**Dataset content**
• • • • •
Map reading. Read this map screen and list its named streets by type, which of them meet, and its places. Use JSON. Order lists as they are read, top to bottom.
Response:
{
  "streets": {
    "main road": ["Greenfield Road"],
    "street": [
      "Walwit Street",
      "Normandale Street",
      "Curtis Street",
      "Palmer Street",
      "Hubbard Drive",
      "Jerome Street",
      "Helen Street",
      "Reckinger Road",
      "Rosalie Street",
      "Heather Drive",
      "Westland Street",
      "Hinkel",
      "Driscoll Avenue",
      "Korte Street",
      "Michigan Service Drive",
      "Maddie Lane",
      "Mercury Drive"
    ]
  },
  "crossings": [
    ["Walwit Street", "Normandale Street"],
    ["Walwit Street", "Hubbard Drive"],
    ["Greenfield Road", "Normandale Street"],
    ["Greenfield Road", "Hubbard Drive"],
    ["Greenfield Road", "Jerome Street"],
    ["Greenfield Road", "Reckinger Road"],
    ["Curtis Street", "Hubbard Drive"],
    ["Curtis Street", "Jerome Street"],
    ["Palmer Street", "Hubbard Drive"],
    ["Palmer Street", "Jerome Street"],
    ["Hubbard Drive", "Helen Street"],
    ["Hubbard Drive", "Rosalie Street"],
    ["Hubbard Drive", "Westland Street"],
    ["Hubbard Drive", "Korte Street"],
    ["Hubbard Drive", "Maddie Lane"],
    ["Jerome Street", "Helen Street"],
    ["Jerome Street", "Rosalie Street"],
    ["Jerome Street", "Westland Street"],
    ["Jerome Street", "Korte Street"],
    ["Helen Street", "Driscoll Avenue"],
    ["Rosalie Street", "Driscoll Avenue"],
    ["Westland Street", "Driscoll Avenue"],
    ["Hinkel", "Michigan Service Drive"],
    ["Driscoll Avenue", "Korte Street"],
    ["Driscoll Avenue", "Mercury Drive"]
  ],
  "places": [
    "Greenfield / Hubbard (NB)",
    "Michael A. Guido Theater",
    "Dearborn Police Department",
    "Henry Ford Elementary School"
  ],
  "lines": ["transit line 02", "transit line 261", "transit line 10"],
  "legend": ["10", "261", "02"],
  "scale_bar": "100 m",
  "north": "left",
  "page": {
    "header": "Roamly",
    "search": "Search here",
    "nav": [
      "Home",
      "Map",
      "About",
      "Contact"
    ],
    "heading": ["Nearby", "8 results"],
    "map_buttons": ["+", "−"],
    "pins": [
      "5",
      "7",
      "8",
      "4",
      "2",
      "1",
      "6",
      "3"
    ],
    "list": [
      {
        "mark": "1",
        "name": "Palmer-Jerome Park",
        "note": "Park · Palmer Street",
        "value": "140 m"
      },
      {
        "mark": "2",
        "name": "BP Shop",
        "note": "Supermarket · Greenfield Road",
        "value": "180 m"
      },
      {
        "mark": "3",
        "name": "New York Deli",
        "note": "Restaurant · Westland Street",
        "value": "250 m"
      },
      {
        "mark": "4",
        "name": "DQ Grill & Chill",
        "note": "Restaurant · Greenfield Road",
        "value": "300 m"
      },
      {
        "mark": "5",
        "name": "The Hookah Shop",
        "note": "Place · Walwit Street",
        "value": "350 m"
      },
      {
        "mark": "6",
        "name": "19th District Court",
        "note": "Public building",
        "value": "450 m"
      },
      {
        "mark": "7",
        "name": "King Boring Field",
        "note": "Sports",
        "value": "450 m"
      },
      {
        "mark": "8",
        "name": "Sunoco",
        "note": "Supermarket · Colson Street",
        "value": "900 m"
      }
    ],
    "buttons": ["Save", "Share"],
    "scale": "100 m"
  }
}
• • • • •
**What the task asks**
Your response should contain each line of the entries above that holds the string "Michigan".

**Written answer**
      "Michigan Service Drive",
    ["Hinkel", "Michigan Service Drive"],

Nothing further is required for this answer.